● What you have to do:
Write out every line from the listing below where the string "Algesheim" is found.

● Records shown:
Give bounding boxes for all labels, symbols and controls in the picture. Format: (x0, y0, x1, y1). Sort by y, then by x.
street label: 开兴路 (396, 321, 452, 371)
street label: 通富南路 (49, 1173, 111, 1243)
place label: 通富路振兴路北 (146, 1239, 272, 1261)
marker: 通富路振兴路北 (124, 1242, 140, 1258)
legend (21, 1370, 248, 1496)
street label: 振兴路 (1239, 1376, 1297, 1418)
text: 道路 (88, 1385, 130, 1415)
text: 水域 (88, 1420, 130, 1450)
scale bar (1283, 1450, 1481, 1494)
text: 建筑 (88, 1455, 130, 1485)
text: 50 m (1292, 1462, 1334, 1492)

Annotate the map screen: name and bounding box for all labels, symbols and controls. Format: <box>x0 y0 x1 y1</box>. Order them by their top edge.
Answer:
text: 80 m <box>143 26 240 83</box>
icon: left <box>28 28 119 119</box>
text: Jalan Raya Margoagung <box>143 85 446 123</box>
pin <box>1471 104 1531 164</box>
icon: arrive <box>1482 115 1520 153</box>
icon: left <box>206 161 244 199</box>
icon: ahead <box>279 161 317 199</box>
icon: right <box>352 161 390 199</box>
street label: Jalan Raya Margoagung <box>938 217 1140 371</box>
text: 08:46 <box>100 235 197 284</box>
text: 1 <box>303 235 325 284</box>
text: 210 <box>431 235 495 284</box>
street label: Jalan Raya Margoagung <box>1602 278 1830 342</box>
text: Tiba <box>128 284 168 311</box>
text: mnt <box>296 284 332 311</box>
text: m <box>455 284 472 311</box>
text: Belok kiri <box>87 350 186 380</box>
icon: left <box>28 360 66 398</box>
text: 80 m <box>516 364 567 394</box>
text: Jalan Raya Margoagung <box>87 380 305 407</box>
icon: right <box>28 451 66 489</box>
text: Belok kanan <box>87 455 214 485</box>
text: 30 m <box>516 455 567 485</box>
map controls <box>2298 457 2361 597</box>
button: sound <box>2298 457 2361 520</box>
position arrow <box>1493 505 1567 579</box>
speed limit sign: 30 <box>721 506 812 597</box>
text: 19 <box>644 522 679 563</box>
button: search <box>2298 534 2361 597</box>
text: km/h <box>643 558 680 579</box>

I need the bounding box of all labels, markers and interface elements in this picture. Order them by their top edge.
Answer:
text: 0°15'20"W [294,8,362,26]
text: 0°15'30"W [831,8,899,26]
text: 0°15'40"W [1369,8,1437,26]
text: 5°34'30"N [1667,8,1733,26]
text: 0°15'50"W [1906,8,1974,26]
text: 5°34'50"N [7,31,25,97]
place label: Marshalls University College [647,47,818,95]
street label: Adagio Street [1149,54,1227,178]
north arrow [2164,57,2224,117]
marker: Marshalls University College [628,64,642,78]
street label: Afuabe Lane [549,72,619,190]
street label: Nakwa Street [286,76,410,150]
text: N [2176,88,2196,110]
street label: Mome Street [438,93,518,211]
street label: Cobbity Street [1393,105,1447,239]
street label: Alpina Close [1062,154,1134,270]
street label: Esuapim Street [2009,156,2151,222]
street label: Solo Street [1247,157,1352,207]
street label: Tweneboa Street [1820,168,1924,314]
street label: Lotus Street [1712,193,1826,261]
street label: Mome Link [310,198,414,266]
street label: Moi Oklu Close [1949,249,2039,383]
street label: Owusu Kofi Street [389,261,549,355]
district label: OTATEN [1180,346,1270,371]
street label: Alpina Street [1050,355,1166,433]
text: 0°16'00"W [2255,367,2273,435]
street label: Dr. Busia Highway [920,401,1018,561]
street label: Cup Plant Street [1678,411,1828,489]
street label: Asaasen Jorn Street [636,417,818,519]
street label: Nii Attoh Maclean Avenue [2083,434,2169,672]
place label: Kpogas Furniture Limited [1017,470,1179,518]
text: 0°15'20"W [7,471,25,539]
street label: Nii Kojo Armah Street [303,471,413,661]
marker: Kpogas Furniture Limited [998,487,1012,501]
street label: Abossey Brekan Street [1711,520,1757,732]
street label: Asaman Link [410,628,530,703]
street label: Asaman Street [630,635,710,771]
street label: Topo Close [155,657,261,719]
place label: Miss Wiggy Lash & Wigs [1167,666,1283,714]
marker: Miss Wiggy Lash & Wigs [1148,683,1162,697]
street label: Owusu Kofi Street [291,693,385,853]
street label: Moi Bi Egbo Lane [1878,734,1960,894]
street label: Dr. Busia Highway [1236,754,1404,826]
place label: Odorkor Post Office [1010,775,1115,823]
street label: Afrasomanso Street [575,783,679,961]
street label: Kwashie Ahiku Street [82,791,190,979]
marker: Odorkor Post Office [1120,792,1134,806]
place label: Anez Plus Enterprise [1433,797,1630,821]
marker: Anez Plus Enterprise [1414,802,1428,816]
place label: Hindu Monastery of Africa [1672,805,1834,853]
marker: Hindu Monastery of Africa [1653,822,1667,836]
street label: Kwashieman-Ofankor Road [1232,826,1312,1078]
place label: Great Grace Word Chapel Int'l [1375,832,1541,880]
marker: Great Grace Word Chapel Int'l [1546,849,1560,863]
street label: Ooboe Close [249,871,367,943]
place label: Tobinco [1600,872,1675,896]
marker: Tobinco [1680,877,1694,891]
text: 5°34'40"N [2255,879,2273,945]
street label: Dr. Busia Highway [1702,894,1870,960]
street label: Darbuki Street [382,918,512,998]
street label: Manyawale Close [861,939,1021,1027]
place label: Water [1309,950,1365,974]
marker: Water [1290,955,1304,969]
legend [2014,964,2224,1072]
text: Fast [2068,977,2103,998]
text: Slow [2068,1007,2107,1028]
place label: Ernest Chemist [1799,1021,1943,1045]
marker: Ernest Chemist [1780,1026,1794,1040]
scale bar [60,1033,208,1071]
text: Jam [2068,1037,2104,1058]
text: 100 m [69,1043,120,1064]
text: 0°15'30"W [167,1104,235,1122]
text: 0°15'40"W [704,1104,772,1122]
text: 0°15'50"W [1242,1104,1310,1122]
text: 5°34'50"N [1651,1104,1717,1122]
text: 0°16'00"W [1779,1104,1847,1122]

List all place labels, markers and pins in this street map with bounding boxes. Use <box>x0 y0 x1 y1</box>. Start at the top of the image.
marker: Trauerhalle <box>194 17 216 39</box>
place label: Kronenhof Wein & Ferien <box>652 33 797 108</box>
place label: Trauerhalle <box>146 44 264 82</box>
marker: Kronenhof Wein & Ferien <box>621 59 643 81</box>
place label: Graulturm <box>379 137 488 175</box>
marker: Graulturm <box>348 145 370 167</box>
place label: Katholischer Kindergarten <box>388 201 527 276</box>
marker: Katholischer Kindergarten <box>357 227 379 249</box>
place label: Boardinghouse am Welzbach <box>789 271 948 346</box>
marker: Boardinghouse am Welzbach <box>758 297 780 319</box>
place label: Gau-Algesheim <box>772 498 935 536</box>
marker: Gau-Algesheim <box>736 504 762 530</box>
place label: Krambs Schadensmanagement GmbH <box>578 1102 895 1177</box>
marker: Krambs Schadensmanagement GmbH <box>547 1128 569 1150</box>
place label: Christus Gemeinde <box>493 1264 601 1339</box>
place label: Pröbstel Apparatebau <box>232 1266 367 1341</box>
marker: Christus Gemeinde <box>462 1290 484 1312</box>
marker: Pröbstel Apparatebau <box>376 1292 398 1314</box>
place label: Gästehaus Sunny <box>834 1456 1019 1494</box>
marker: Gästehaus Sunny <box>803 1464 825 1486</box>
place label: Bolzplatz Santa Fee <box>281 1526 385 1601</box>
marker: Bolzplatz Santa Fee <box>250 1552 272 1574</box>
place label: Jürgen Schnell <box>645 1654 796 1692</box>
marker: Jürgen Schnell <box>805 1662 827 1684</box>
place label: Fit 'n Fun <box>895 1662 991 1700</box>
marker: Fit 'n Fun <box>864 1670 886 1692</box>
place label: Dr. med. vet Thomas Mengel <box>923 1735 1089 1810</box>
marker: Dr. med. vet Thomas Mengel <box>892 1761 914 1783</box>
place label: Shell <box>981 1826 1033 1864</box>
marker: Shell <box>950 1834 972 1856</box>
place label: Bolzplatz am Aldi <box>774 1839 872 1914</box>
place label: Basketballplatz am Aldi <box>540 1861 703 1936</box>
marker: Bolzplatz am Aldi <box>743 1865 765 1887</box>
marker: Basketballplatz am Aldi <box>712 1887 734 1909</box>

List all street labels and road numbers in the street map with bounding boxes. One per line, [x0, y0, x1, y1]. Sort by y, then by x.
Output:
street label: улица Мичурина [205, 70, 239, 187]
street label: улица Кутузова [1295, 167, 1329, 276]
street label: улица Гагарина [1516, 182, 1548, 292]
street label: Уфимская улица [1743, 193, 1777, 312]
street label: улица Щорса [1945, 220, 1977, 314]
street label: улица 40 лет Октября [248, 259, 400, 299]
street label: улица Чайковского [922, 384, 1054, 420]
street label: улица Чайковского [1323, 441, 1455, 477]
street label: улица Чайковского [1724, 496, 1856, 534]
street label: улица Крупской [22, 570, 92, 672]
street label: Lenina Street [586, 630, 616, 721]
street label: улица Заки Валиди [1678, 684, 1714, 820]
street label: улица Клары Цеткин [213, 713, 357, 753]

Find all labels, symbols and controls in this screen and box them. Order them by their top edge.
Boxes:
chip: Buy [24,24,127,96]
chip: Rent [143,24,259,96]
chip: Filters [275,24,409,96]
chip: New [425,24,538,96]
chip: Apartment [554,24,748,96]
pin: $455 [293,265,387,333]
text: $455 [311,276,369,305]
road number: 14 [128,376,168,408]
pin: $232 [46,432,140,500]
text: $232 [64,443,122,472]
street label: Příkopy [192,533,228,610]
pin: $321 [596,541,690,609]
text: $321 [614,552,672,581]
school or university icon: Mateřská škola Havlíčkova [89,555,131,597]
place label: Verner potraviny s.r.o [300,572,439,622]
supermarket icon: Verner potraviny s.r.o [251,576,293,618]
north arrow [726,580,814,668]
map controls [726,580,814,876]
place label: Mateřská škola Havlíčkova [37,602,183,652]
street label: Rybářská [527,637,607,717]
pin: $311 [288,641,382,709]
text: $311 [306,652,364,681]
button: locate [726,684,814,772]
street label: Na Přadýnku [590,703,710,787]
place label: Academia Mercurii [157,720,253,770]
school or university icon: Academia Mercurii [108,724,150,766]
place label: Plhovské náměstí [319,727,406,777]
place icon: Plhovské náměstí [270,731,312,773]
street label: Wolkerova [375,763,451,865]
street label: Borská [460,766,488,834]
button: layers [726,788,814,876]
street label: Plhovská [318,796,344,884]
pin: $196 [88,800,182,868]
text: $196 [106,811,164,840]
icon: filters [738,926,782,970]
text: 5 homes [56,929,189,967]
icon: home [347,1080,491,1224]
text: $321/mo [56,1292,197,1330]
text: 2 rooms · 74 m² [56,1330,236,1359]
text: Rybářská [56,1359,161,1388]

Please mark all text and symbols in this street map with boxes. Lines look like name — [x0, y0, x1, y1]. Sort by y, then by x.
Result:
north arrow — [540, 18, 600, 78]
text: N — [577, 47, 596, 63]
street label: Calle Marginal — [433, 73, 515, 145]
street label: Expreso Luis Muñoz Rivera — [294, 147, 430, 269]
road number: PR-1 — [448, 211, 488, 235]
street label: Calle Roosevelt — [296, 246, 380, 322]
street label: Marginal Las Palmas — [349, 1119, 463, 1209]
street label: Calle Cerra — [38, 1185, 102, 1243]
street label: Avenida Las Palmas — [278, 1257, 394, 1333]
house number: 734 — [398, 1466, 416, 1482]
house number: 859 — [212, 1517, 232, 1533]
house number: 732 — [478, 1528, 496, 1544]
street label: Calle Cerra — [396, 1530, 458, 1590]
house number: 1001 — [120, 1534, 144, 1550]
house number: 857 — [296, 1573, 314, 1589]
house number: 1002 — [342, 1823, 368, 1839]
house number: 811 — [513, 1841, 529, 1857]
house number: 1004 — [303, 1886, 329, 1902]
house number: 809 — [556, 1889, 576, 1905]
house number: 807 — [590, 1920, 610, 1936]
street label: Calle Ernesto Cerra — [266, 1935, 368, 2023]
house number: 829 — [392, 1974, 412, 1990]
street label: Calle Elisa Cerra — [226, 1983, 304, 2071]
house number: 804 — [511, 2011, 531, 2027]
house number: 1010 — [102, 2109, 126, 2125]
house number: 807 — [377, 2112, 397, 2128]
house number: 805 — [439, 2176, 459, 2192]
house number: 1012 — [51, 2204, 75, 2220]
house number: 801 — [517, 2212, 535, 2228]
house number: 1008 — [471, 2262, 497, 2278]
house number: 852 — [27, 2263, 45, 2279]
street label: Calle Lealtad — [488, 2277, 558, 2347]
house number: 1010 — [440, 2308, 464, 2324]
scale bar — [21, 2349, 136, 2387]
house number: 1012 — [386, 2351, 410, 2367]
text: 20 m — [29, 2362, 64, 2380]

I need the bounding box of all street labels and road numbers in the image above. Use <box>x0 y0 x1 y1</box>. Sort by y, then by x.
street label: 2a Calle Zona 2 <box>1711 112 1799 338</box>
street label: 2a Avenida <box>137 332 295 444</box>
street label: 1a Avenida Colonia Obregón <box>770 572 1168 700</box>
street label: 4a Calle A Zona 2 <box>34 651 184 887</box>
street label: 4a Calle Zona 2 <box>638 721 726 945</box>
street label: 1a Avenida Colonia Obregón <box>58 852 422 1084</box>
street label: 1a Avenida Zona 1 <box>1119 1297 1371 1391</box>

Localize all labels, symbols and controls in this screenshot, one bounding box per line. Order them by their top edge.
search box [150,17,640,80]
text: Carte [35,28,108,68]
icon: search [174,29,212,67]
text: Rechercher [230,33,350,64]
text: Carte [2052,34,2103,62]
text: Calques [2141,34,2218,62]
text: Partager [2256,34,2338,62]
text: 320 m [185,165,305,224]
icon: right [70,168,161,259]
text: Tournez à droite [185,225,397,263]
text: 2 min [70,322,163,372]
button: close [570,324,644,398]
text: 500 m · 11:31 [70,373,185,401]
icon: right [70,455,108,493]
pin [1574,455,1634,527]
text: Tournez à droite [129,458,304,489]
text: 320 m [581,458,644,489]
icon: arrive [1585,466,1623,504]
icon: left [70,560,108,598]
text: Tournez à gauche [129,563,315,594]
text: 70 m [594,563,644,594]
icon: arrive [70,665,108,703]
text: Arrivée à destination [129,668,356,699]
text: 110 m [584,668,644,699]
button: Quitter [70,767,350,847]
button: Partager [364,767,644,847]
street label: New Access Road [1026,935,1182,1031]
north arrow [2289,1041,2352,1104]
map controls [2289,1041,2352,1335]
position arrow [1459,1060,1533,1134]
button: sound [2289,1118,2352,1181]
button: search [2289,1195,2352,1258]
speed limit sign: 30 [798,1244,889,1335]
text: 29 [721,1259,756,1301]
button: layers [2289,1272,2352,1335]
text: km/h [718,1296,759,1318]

● Exercise answer:
place label: Gau-Algesheim <box>772 498 935 536</box>
marker: Gau-Algesheim <box>736 504 762 530</box>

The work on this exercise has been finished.